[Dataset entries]

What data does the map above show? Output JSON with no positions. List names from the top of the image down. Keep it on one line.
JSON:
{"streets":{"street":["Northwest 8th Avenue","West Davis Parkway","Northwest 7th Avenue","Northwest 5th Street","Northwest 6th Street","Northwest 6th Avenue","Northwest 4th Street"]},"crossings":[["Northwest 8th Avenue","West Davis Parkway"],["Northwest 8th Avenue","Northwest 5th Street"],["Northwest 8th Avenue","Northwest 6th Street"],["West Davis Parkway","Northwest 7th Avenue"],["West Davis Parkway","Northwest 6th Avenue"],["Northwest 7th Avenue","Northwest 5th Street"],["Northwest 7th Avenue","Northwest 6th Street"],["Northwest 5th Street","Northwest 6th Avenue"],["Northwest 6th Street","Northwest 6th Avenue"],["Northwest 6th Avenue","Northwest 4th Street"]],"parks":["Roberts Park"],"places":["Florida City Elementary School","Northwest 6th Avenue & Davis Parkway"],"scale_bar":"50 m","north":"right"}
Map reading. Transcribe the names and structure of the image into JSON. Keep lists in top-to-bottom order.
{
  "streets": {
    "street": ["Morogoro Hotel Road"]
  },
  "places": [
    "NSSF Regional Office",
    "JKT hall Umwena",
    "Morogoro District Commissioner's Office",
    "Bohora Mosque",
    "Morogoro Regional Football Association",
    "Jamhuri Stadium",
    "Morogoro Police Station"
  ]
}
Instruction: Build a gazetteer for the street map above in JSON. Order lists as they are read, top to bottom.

=== EXERCISE GOAL ===
Return the data from the top line through the bottom line exactly.

=== COMPLETED TASK ===
What data does the map above show? Output JSON with no positions. List names from the top of the image down. Keep it on one line.
JSON:
{"streets":{"street":["Northwest 8th Avenue","West Davis Parkway","Northwest 7th Avenue","Northwest 5th Street","Northwest 6th Street","Northwest 6th Avenue","Northwest 4th Street"]},"crossings":[["Northwest 8th Avenue","West Davis Parkway"],["Northwest 8th Avenue","Northwest 5th Street"],["Northwest 8th Avenue","Northwest 6th Street"],["West Davis Parkway","Northwest 7th Avenue"],["West Davis Parkway","Northwest 6th Avenue"],["Northwest 7th Avenue","Northwest 5th Street"],["Northwest 7th Avenue","Northwest 6th Street"],["Northwest 5th Street","Northwest 6th Avenue"],["Northwest 6th Street","Northwest 6th Avenue"],["Northwest 6th Avenue","Northwest 4th Street"]],"parks":["Roberts Park"],"places":["Florida City Elementary School","Northwest 6th Avenue & Davis Parkway"],"scale_bar":"50 m","north":"right"}
Map reading. Transcribe the names and structure of the image into JSON. Keep lists in top-to-bottom order.
{
  "streets": {
    "street": ["Morogoro Hotel Road"]
  },
  "places": [
    "NSSF Regional Office",
    "JKT hall Umwena",
    "Morogoro District Commissioner's Office",
    "Bohora Mosque",
    "Morogoro Regional Football Association",
    "Jamhuri Stadium",
    "Morogoro Police Station"
  ]
}
Instruction: Build a gazetteer for the street map above in JSON. Order lists as they are read, top to bottom.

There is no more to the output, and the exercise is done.